What the exercise asks: Check each line of the entries. Copy the ones that contain the string "hidden".

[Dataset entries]
**********

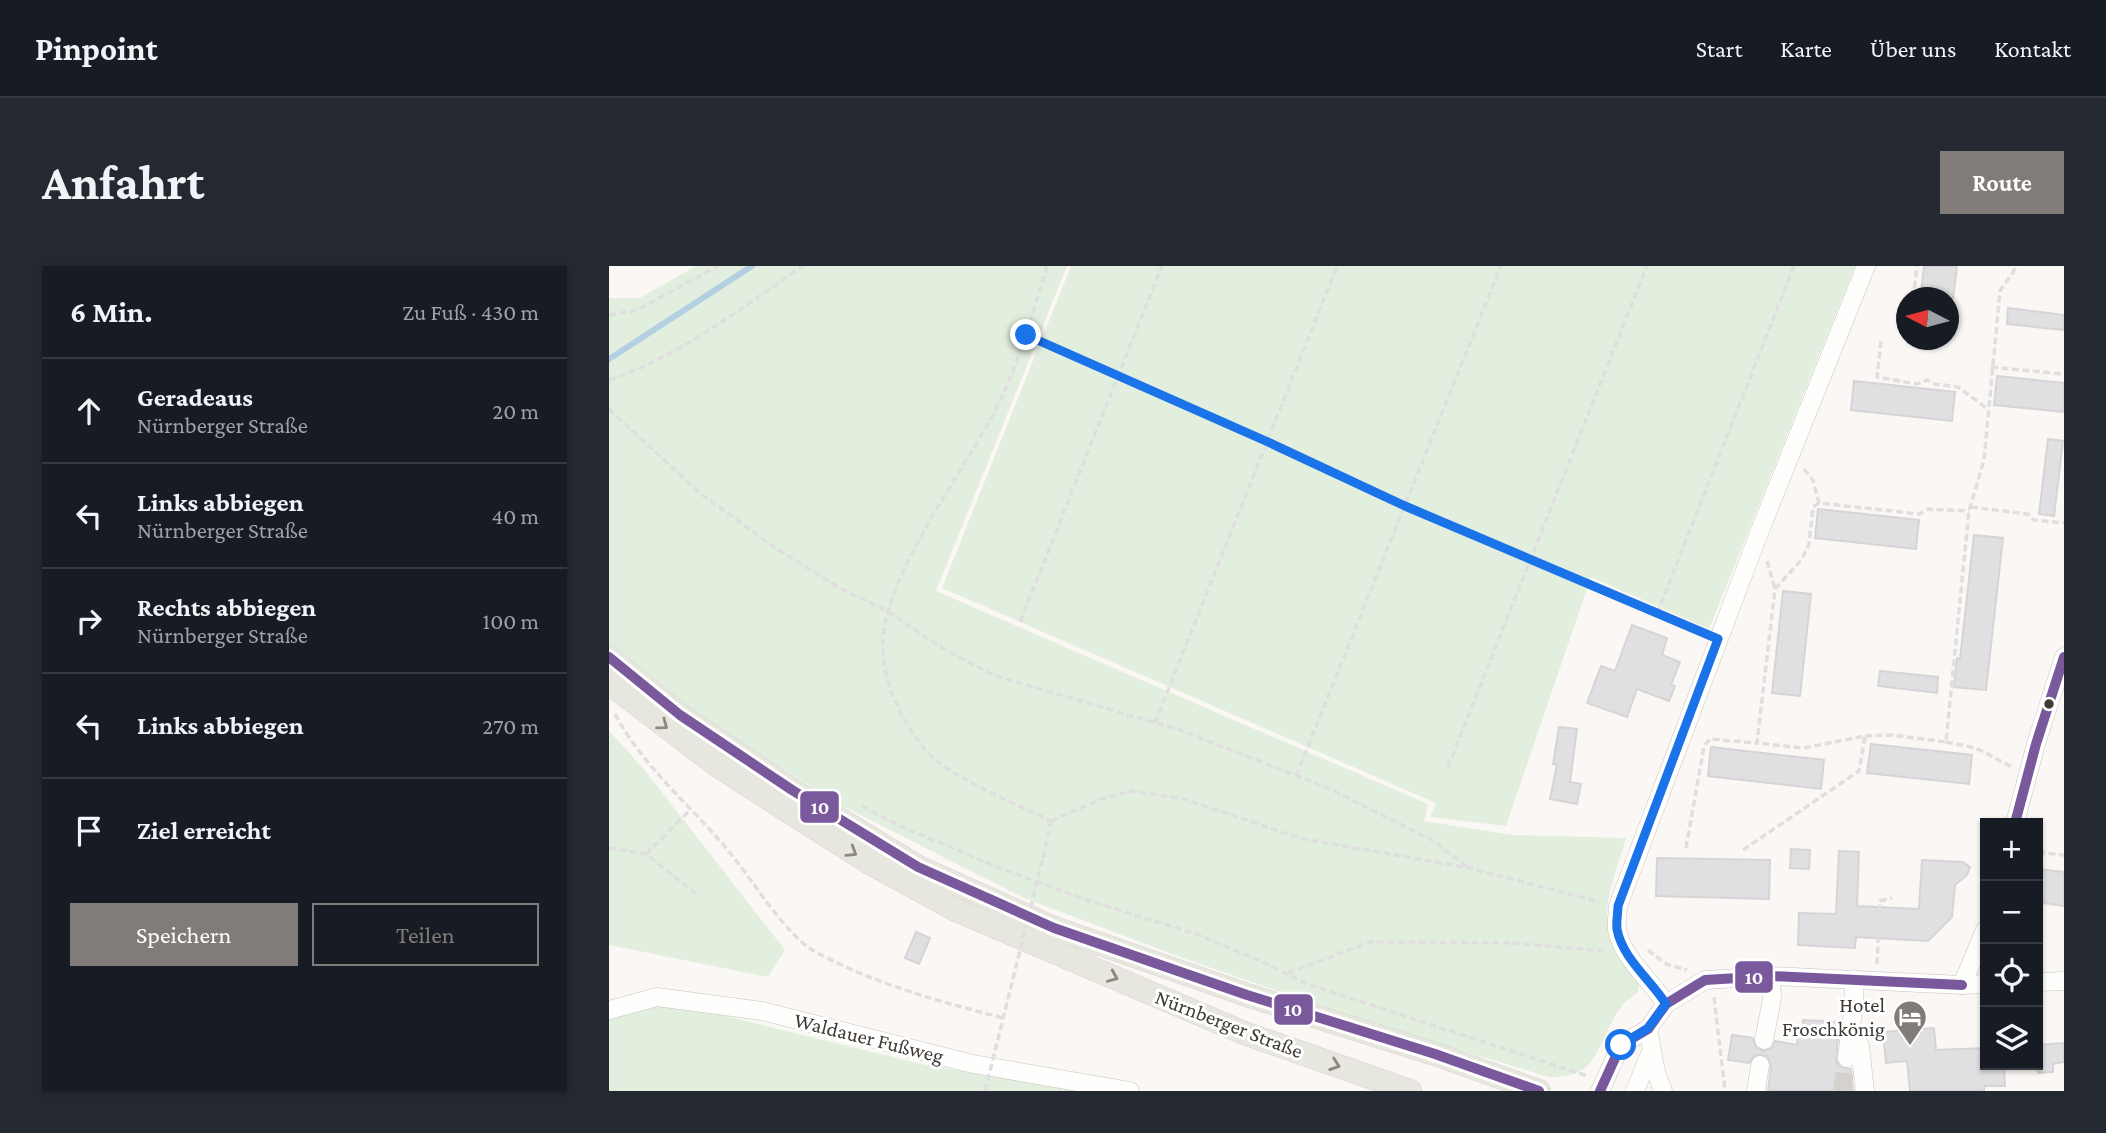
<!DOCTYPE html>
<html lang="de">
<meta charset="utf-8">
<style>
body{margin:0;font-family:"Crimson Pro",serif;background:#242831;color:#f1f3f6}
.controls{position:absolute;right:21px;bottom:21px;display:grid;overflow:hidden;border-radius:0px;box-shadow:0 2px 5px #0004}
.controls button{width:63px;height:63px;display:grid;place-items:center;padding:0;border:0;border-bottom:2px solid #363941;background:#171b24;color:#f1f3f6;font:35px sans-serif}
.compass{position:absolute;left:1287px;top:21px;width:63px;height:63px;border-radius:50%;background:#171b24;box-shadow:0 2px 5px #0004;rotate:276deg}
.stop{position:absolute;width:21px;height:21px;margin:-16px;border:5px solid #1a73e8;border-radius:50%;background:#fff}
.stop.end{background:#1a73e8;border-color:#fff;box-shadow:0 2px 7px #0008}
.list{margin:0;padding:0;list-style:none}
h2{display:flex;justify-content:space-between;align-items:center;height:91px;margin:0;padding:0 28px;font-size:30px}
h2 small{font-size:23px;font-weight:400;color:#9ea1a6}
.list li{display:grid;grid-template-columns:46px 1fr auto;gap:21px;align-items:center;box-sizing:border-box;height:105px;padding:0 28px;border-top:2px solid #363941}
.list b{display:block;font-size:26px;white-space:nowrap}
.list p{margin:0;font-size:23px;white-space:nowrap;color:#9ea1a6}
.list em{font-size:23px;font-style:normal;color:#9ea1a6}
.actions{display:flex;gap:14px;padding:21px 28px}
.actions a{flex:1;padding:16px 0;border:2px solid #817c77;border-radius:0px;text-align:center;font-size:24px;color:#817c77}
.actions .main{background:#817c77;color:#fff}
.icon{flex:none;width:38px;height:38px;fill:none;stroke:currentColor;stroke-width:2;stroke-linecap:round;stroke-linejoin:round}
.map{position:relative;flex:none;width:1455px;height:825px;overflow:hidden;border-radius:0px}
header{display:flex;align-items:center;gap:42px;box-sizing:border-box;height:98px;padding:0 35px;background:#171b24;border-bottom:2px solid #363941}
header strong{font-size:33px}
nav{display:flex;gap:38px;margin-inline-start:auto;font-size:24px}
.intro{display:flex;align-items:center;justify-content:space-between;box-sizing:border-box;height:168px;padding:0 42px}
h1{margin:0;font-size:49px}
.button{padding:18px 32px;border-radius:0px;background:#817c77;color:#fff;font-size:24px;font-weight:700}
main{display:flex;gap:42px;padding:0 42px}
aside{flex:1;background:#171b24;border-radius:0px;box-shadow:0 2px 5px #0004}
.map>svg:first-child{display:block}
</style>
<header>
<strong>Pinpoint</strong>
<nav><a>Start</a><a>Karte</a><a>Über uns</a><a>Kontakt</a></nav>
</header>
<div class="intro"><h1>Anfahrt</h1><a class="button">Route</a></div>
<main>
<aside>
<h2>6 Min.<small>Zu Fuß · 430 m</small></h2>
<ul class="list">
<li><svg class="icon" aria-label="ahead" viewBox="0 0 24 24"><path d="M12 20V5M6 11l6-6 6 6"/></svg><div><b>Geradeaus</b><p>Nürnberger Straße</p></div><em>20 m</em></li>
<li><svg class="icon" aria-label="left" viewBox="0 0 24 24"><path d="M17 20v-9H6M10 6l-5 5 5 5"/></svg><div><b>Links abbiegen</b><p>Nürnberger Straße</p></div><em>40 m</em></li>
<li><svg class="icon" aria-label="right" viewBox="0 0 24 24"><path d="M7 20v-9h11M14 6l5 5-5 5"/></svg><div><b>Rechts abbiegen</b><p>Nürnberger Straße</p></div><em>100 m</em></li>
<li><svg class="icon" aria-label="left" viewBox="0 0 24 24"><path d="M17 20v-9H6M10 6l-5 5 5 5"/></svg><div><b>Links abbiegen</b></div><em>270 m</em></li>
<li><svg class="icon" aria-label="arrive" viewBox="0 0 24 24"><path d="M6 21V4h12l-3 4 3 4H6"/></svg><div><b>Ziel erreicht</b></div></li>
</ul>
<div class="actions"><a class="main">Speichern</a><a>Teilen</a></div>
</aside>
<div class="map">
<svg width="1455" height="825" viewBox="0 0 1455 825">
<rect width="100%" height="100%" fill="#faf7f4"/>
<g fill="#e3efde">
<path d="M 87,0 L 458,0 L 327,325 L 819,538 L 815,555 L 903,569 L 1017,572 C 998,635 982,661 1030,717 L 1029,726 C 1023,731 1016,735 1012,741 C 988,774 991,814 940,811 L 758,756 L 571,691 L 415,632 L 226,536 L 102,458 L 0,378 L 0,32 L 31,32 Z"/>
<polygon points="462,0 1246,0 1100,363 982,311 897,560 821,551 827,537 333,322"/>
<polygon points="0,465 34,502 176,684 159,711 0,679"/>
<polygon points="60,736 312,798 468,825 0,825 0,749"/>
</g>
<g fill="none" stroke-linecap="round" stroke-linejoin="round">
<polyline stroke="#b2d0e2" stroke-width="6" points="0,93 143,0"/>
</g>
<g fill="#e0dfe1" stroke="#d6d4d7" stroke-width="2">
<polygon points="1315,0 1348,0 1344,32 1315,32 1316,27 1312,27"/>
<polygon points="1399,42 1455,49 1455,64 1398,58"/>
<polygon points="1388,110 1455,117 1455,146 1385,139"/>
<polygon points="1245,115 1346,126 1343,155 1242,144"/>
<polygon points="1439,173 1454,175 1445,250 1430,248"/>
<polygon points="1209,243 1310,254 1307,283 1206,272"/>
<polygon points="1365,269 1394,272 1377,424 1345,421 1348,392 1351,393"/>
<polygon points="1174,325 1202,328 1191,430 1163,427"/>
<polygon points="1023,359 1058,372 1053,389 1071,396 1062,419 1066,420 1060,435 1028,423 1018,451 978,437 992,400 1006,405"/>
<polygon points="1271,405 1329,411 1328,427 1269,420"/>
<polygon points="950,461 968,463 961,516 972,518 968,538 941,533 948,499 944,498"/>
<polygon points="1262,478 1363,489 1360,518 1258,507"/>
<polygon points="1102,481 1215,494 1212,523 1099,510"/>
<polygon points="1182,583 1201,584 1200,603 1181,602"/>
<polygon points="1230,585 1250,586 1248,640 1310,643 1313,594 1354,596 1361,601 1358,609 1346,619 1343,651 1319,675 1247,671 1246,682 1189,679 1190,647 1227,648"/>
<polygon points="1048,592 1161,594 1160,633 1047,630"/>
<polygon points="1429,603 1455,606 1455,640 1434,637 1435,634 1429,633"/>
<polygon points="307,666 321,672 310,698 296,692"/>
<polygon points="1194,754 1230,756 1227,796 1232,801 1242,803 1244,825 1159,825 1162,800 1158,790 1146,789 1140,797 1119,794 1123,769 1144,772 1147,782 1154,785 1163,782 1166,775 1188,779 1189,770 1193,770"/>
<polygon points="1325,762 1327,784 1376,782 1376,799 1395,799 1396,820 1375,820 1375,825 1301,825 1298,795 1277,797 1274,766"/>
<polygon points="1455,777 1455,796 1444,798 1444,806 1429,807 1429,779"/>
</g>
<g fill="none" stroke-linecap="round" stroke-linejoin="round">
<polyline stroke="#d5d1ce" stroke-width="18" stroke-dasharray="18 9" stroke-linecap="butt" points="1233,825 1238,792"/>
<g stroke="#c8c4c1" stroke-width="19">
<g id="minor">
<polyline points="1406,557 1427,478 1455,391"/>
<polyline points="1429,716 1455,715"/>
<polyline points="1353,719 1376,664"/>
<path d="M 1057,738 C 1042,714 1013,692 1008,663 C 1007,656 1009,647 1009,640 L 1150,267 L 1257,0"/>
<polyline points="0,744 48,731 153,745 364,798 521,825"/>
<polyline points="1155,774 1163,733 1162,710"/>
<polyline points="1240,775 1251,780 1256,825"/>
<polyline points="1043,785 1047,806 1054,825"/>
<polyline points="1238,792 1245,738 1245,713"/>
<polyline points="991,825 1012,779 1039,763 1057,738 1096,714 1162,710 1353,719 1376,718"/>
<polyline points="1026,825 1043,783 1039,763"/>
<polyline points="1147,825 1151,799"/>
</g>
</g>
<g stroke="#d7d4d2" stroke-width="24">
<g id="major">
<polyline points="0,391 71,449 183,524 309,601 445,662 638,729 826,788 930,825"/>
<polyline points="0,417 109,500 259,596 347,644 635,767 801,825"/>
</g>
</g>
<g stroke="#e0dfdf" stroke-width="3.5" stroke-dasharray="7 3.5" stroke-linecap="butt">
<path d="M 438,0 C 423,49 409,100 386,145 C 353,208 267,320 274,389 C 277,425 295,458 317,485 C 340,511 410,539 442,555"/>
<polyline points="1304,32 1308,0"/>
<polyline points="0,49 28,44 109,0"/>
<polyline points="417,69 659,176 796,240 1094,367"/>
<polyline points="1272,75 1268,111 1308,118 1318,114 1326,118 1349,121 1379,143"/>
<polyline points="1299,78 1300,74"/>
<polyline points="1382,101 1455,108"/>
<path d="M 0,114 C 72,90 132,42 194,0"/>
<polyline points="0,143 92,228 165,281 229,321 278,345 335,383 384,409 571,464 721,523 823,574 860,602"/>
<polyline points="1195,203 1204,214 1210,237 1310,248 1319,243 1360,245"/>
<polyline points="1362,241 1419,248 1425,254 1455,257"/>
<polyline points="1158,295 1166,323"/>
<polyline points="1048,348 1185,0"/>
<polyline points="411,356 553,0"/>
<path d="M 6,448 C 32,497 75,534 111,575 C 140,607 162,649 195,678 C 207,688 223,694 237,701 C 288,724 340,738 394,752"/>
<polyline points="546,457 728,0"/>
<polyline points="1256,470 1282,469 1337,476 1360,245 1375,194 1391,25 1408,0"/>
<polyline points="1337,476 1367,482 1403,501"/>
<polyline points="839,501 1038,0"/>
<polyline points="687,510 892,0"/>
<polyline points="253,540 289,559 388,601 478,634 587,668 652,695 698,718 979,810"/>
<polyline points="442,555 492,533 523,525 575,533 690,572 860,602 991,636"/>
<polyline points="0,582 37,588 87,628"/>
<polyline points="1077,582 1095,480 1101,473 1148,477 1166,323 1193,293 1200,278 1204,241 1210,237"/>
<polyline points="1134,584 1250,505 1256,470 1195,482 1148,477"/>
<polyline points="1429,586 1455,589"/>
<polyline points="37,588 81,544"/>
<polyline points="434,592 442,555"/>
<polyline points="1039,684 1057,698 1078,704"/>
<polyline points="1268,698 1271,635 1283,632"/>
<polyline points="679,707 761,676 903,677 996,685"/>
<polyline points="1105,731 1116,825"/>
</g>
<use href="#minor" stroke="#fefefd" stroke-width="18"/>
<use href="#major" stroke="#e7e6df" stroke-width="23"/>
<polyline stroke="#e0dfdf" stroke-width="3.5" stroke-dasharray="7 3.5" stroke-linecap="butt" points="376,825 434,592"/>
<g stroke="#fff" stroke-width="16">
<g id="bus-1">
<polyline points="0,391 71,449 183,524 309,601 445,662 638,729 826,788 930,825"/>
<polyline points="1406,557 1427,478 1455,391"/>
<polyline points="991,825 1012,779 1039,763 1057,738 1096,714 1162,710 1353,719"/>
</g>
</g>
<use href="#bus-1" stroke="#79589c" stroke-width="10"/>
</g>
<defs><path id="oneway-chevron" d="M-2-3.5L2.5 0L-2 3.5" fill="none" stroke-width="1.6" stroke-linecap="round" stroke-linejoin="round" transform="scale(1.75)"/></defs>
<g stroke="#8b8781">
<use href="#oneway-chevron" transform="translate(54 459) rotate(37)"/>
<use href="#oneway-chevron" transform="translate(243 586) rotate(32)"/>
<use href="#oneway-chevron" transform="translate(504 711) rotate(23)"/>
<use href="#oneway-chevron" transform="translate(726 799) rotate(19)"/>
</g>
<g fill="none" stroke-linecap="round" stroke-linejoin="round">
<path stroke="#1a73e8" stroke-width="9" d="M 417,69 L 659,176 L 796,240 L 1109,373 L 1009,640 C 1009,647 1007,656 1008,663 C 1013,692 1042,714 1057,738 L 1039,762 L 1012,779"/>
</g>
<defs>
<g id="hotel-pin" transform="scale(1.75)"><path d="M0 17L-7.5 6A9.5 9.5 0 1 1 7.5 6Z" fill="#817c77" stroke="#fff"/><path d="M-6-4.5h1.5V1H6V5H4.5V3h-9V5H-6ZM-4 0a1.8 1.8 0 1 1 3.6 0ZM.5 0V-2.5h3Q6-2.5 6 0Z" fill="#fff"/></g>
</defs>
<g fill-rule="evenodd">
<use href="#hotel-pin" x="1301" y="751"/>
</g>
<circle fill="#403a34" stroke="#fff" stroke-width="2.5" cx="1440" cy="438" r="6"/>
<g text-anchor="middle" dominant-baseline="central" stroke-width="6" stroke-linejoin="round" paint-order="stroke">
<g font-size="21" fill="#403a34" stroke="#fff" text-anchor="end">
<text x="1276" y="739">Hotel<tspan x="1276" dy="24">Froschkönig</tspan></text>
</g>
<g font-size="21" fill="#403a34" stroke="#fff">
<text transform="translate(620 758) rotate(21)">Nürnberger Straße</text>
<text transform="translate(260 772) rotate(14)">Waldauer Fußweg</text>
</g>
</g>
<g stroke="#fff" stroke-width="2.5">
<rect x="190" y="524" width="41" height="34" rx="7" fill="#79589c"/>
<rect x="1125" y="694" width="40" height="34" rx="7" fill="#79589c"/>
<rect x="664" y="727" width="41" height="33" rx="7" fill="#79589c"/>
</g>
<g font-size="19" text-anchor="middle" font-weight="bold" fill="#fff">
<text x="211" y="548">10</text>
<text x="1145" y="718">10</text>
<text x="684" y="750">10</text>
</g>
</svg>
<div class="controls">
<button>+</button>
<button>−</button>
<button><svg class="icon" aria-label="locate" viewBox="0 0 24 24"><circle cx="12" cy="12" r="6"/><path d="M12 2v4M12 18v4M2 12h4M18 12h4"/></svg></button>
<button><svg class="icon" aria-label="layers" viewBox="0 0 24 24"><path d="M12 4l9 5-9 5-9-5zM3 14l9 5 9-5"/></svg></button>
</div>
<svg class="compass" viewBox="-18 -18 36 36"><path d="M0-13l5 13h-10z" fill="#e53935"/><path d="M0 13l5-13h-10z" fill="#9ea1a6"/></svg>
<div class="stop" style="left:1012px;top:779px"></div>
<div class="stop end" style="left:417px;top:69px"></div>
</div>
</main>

**********

Task response:
.controls{position:absolute;right:21px;bottom:21px;display:grid;overflow:hidden;border-radius:0px;box-shadow:0 2px 5px #0004}
.map{position:relative;flex:none;width:1455px;height:825px;overflow:hidden;border-radius:0px}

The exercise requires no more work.